For our dataset, we wished to understand if the paired αβ repertoire was more informative than either of the single chain repertoires. As converting each CDR3αβ pair into a numeric vector would drastically lower our sample size, we developed a new methodology for preparing input vectors for TCRs that are independent of the CDR3 length. Specifically, we designated a TCR’s V and J segment as categorical variables. Additionally, we included the length of each CDR3 region and the frequency of each of the twenty amino acids used in the CDR3 region.
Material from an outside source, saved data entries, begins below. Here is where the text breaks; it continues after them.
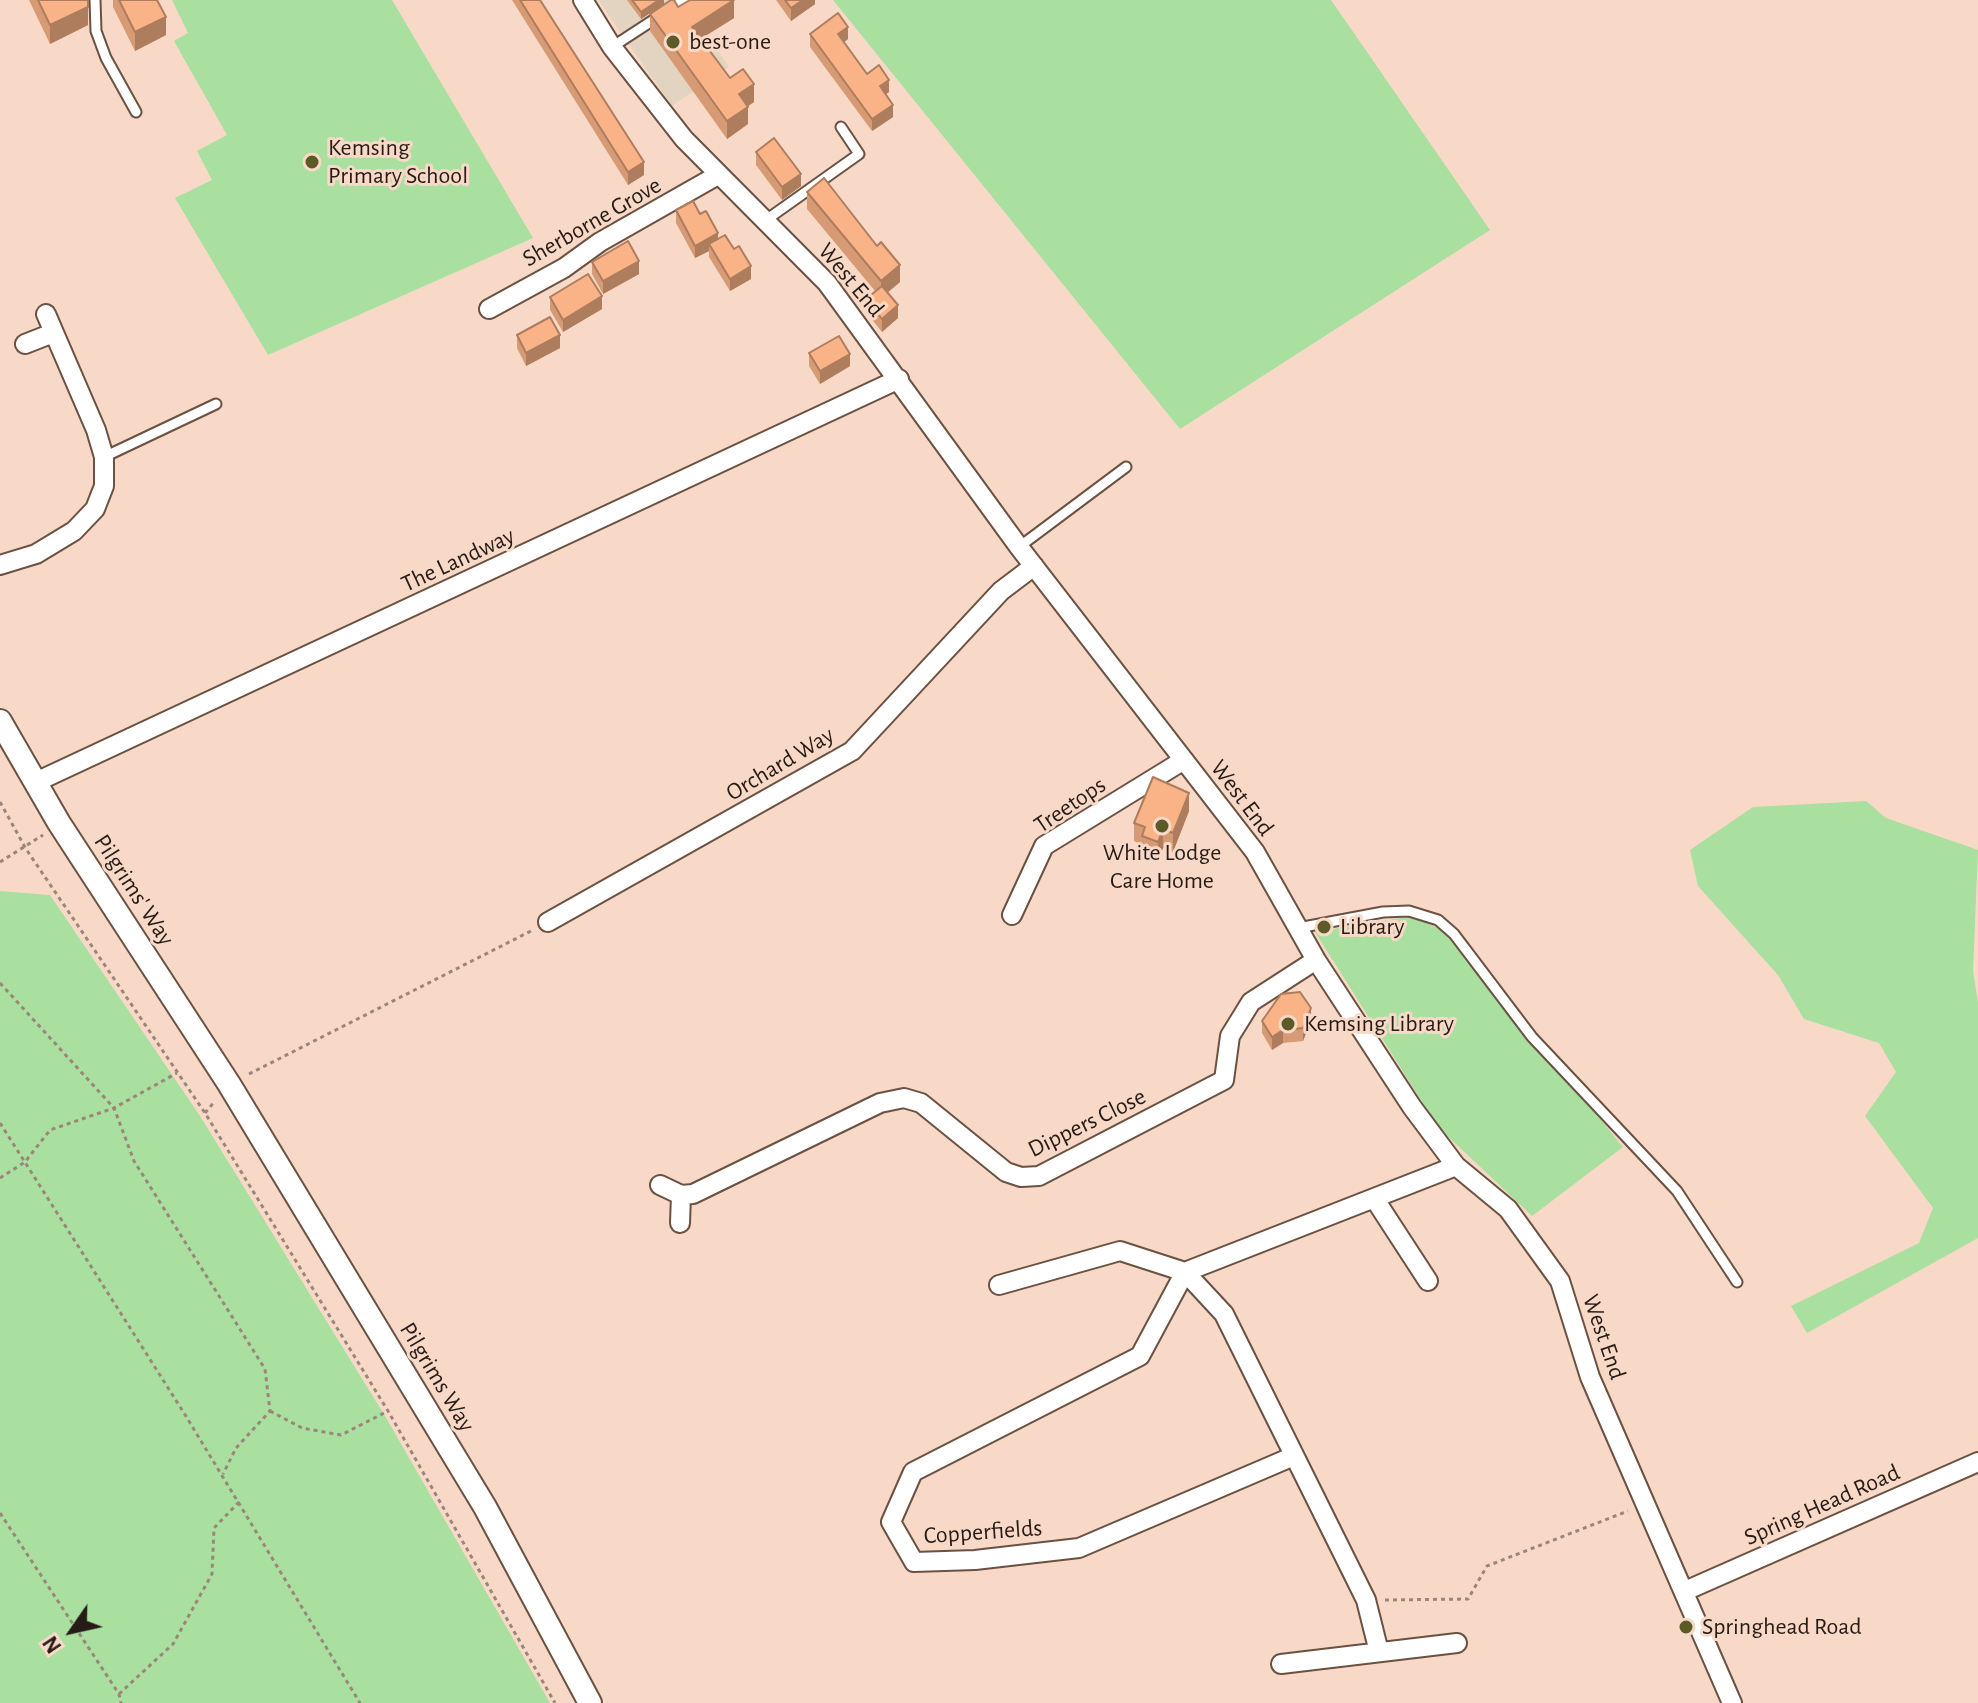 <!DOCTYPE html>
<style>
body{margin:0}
#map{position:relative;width:1978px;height:1703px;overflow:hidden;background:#f8d9c7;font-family:"Alegreya Sans",sans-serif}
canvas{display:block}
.north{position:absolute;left:32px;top:1591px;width:80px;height:80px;-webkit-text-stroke:6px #f8d9c7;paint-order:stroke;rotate:236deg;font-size:22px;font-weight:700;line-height:32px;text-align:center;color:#261b15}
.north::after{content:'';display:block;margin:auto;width:28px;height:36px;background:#261b15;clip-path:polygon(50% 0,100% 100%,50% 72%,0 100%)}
</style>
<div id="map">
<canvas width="1978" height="1703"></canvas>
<div class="north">N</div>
</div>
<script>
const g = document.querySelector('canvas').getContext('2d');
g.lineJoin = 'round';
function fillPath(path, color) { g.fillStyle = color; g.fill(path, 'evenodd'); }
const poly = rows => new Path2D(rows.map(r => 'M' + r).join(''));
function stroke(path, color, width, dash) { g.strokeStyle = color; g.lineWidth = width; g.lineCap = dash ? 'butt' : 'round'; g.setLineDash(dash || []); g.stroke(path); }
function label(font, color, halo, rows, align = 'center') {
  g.font = font + ' "Alegreya Sans",sans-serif'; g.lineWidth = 6; g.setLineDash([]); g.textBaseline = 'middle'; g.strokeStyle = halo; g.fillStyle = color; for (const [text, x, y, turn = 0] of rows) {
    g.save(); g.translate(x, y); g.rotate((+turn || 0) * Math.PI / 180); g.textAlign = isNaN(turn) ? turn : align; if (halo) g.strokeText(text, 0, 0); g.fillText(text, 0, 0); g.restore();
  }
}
const commercial = poly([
 [598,0,684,0,729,67,672,106]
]);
const green = poly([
 [172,0,392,0,533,238,268,355,175,198,212,180,197,151,227,135,174,41,188,33],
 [833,0,1331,0,1490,230,1180,429],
 [1866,801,1886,818,1978,850,1973,971,1978,1002,1978,1238,1807,1333,1791,1306,1919,1243,1933,1208,1865,1116,1896,1072,1879,1043,1804,1019,1778,975,1698,886,1690,850,1753,807],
 [0,891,50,895,200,1116,385,1416,550,1703,0,1703],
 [1413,916,1447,933,1623,1147,1532,1216,1438,1127,1315,932]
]);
const path = poly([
 [0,802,26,849,205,1113,388,1411,555,1703],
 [0,862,43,835],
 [0,983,114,1108,134,1161,265,1369,270,1411,236,1448,223,1474],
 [249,1074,531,931],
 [205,1113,215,1101],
 [0,1123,184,1413,360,1703],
 [0,1178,25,1162,50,1130,114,1108,177,1073],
 [270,1411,302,1428,341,1435,388,1411],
 [0,1513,119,1694,121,1703],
 [1385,1600,1468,1599,1487,1566,1628,1511],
 [119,1694,173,1644,212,1574,214,1528,239,1502]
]);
const service = poly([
 [95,0,96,31,106,58,136,112],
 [612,47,684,0],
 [766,220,859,154,841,127],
 [104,457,216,404],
 [1019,547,1126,467],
 [1298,928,1383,912,1409,911,1438,920,1454,934,1532,1037,1677,1191,1737,1282]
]);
const minor = poly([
 [583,0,612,47,684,139,827,283,1019,547,1255,852,1316,960,1412,1107,1456,1166,1508,1209,1560,1281,1590,1377,1732,1703],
 [489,309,564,268,600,242,718,175],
 [25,344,53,333],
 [0,565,36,554,74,531,95,509,104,486,104,457,96,430,46,314],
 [36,782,899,379],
 [1012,915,1044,846,1184,760],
 [548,922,852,751,1001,591,1034,566],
 [660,1185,681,1195,693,1194,880,1103,904,1098,921,1103,1006,1172,1021,1177,1039,1176,1224,1080,1230,1036,1251,1002,1316,960],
 [1374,1198,1428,1281],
 [680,1223,681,1195],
 [999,1285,1120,1251,1185,1272,1140,1356,913,1472,891,1522,914,1562,975,1560,1079,1548,1294,1456],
 [1685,1591,1978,1462],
 [1379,1652,1366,1600,1224,1314,1185,1272,1456,1166],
 [1281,1664,1457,1643]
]);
const tertiary = poly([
 [0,721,59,823,229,1084,485,1507,590,1703]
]);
const wall = poly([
 [29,0,88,0,88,25,50,44],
 [113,0,157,0,166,35,135,51,113,7],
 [512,0,540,0,644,175,628,185],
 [627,0,664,0,664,4,641,19],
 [776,0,815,0,815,4,791,21],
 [650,14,734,18,701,39,730,78,754,102,748,106,748,124,727,139,650,31],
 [810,34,848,39,844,42,867,74,889,92,886,94,893,117,872,131,810,47],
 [756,152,801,186,782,200,756,165],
 [807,192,900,282,887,293,898,318,882,332,866,312,866,299,875,291,807,209],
 [676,210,700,214,718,239,751,279,730,291,709,257,709,251,695,258,676,223],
 [592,262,639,274,603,294,592,274],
 [550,297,602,309,563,332,550,310],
 [517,335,560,348,526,366,517,348],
 [809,353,850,366,820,384,809,366],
 [1189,811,1173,852,1163,848,1158,861,1142,855,1142,845,1134,841,1134,823],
 [1262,1021,1311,1021,1303,1041,1283,1043,1272,1050,1262,1033]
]);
const shadedWall = poly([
 [659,0,664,0,664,4,641,19,641,12],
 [734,0,734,18,692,44,692,27],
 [803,0,815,0,815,4,791,21,791,8],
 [88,7,88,25,50,44,50,25],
 [166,17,166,35,135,51,135,32],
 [848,27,848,39,838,47,838,34],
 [889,80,889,92,880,98,880,86],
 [754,84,754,102,739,112,739,94],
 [893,105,893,117,872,131,872,119],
 [748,107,748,124,727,139,727,121],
 [644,162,644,175,628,185,628,172],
 [801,174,801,186,782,200,782,187],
 [718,233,718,246,709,244,709,251,695,258,695,246],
 [639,261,639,274,603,294,603,281],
 [900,265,900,282,881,298,881,281],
 [751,266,751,279,730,291,730,279],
 [602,296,602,309,563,332,563,320],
 [898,305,898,318,882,332,882,319],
 [560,335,560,348,526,366,526,353],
 [850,354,850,366,820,384,820,371],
 [1189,793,1189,811,1173,852,1173,833],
 [1163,829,1163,848,1158,861,1158,842],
 [1311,1008,1311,1021,1303,1041,1303,1028],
 [1283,1030,1283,1043,1272,1050,1272,1037]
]);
const building = poly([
 [38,0,88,0,88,7,50,25,38,0],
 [119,0,157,0,166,17,135,32,119,0],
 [520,0,540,0,644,162,628,172,520,0],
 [632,0,659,0,641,12,632,0],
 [671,0,674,0,678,7,690,0,734,0,692,27,730,78,743,69,754,84,739,94,748,107,727,121,650,14,671,0],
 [785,0,803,0,791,8,785,0],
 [838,13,848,27,838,34,867,74,879,65,889,80,880,86,893,105,872,119,810,34,838,13],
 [774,138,801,174,782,187,756,152,774,138],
 [824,178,877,246,881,242,900,265,881,281,807,192,824,178],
 [693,201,700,214,706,211,718,233,695,246,676,210,693,201],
 [725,235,734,249,739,246,751,266,730,279,709,244,725,235],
 [628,241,639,261,603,281,592,262,628,241],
 [588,274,602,296,563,320,550,297,588,274],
 [882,286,898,305,882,319,866,299,882,286],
 [550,317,560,335,526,353,517,335,550,317],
 [839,336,850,354,820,371,809,353,839,336],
 [1153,777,1189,793,1173,833,1163,829,1158,842,1142,836,1145,827,1134,823,1153,777],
 [1300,992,1311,1008,1303,1028,1283,1030,1272,1037,1262,1021,1281,994,1300,992]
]);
const markers = [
 [673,42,8,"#5c5a26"],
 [312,162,8,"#5c5a26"],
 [1162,826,8,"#5c5a26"],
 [1324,927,8,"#5c5a26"],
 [1288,1024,8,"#5c5a26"],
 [1686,1627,8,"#5c5a26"]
];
const poiNames = [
 ["best-one",689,42],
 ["Kemsing",328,148],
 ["Primary School",328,176],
 ["White Lodge",1162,853,"center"],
 ["Care Home",1162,881,"center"],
 ["Library",1340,927],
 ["Kemsing Library",1304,1024],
 ["Springhead Road",1702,1627]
];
const streetNames = [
 ["Sherborne Grove",592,222,-30],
 ["West End",851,280,50],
 ["The Landway",458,560,-25],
 ["Orchard Way",780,764,-31],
 ["West End",1242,798,53],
 ["Treetops",1070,805,-34],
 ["Pilgrims' Way",134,890,57],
 ["Dippers Close",1087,1123,-26],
 ["West End",1604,1337,71],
 ["Pilgrims Way",437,1377,59],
 ["Spring Head Road",1822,1505,-24],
 ["Copperfields",983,1532,-4]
];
fillPath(commercial, '#e3d4c1');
fillPath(green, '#a9df9f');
stroke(service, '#6a5141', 13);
stroke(minor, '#6a5141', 22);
stroke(tertiary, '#6a5141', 26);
stroke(path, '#9c8679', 3, [4, 4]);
stroke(service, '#fff', 9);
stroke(minor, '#fff', 18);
stroke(tertiary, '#fff', 22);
fillPath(wall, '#d69a74');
fillPath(shadedWall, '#ae7d5e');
fillPath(building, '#f9b387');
stroke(building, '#ae7d5e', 2);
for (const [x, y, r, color] of markers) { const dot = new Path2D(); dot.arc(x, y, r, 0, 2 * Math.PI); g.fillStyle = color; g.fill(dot); stroke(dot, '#f8d9c7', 3); }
label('24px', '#261b15', '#f8d9c7', poiNames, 'left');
label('24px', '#261b15', '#f8d9c7', streetNames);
</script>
Although this methodology loses information encoded in the amino acid sequence of the CDR3 region, it still captures many of the salient features we find to carry information about T-cell lineage and has the advantage of not quickly diminishing our sample size as a length-dependent method would.
5. Acknowledgments
The authors thank Doug Fearon for comments on the manuscript, Pamela Moody and the CSHL Flow Cytometry Shared Resource for help with FACS experiments and the CSHL DNA Sequencing Core for next-generation sequencing. We additionally thank N.P. Weng for providing the β chain bulk sequencing dataset from Li et al. JAC was partially supported by NIHGM MSTP Training award T32-GM008444 and a LIBH grant. KG was funded by the Ferish-Gerry fellowship from the Watson School of Biological Sciences. GA was funded by the Simons Foundation and the Stand Up To Cancer-Breast Cancer Research Foundation Convergence Team Translational Cancer Research Grant, Grant Number SU2C-BCRF 2015-001.